• _Aim of the exercise_
Every line holding the string "names" should be copied out of the listing.

• _Information given_
_ _ _ _ _
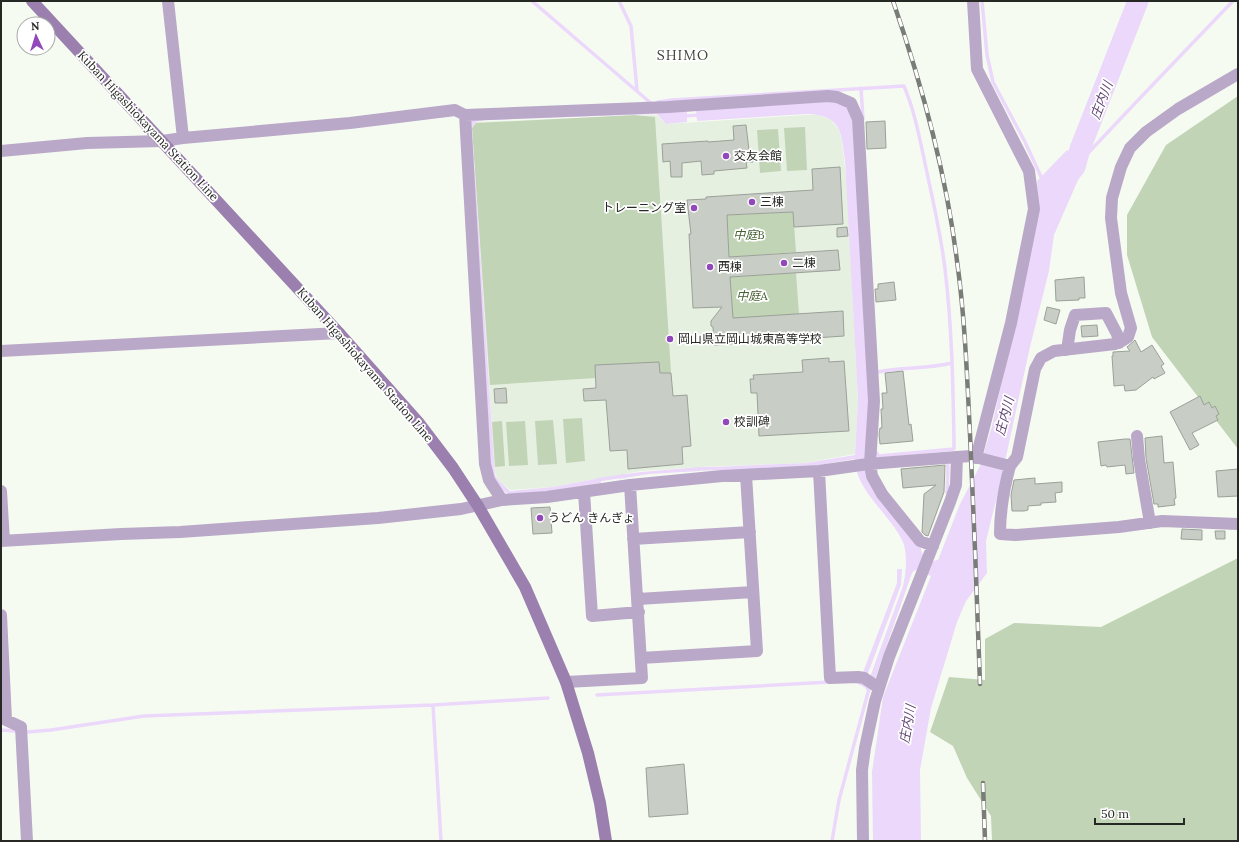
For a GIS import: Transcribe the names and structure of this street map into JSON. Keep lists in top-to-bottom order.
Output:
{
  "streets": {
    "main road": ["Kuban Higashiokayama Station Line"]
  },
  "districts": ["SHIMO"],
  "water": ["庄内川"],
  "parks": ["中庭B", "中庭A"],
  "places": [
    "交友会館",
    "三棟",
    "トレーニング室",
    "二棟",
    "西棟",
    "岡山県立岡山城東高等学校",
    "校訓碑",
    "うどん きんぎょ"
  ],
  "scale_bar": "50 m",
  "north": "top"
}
_ _ _ _ _
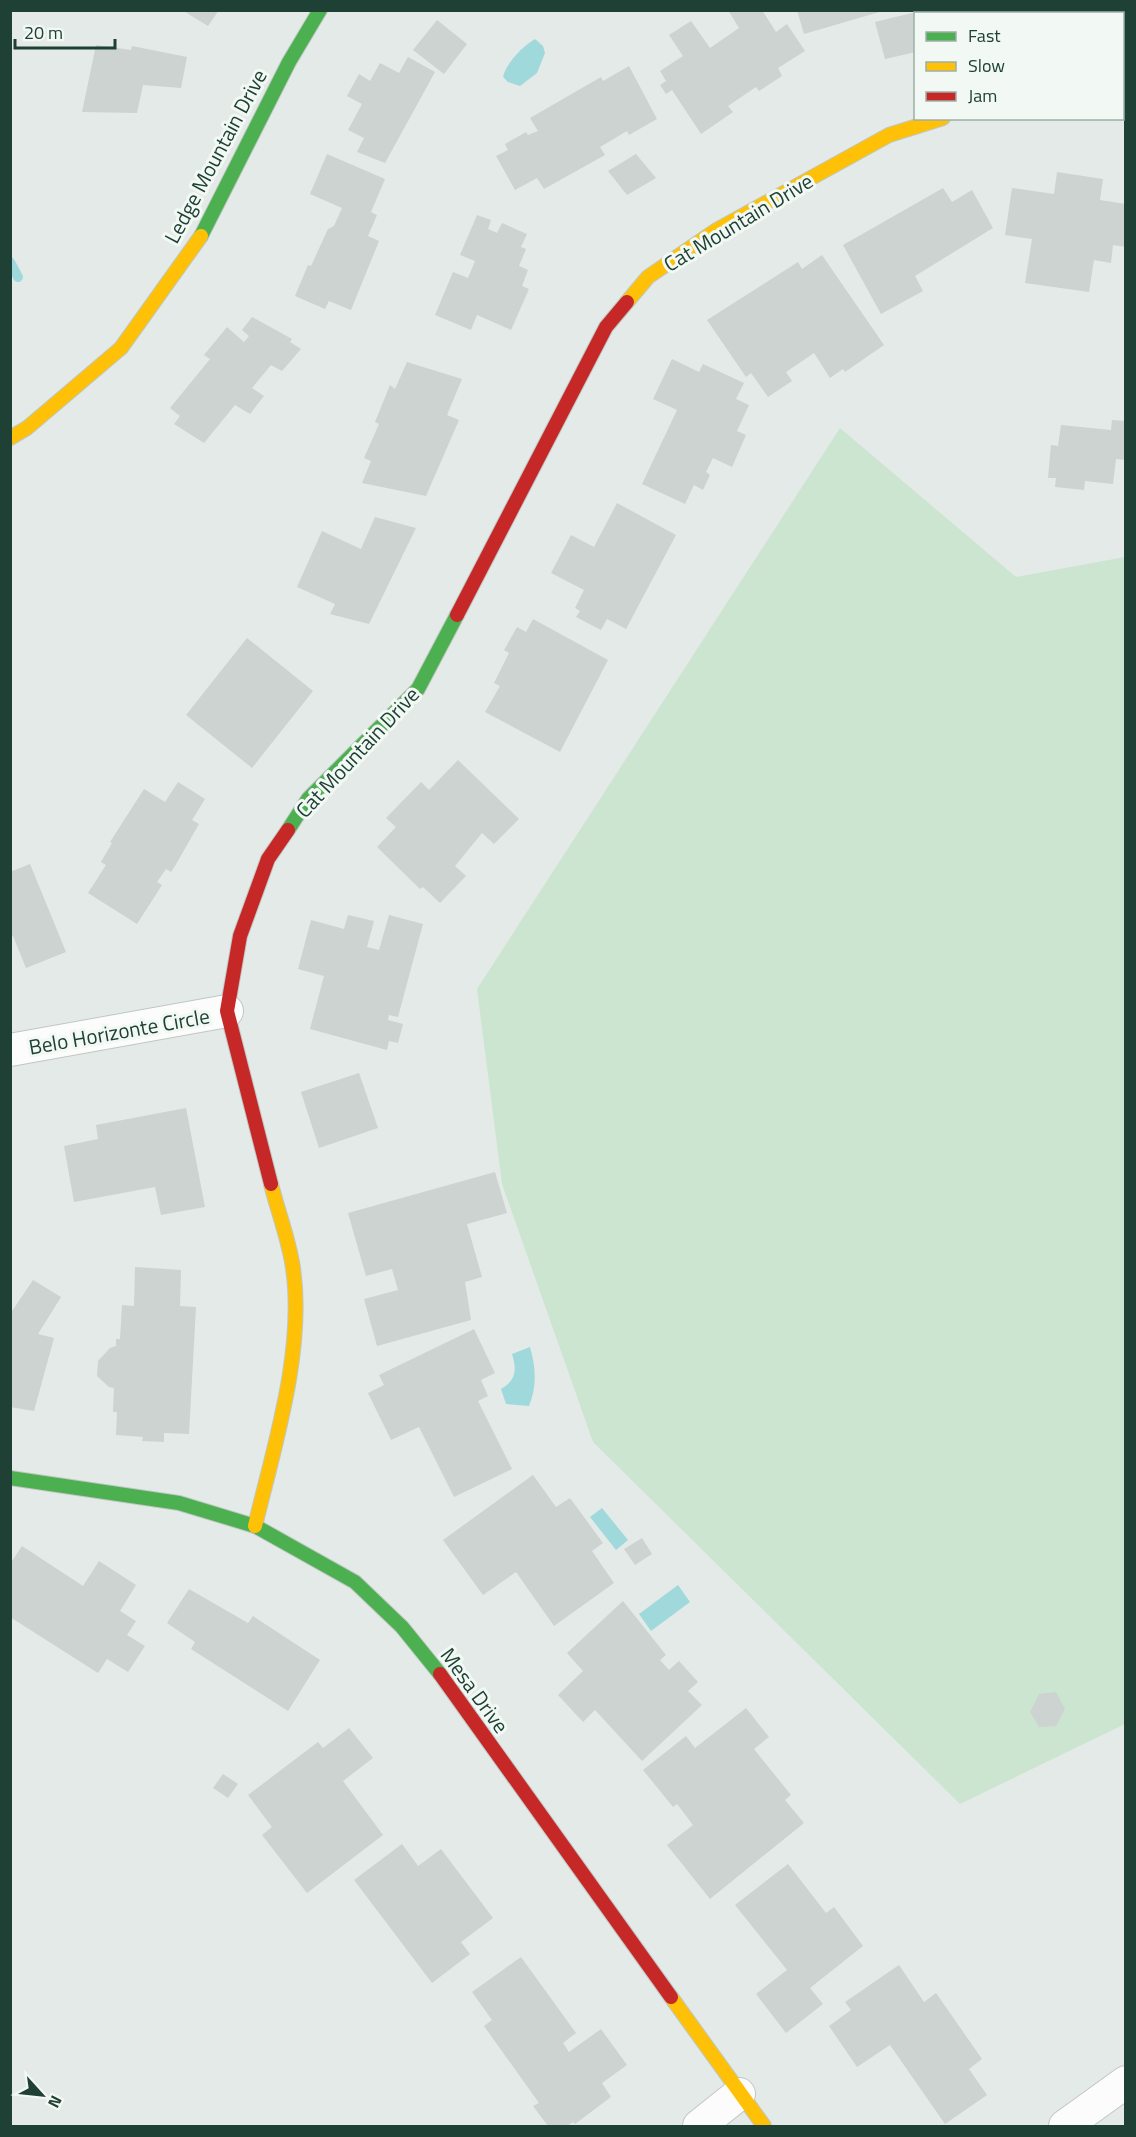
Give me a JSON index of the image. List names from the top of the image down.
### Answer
_ _ _ _ _
• _Output below_
For a GIS import: Transcribe the names and structure of this street map into JSON. Keep lists in top-to-bottom order.
Give me a JSON index of the image. List names from the top of the image down.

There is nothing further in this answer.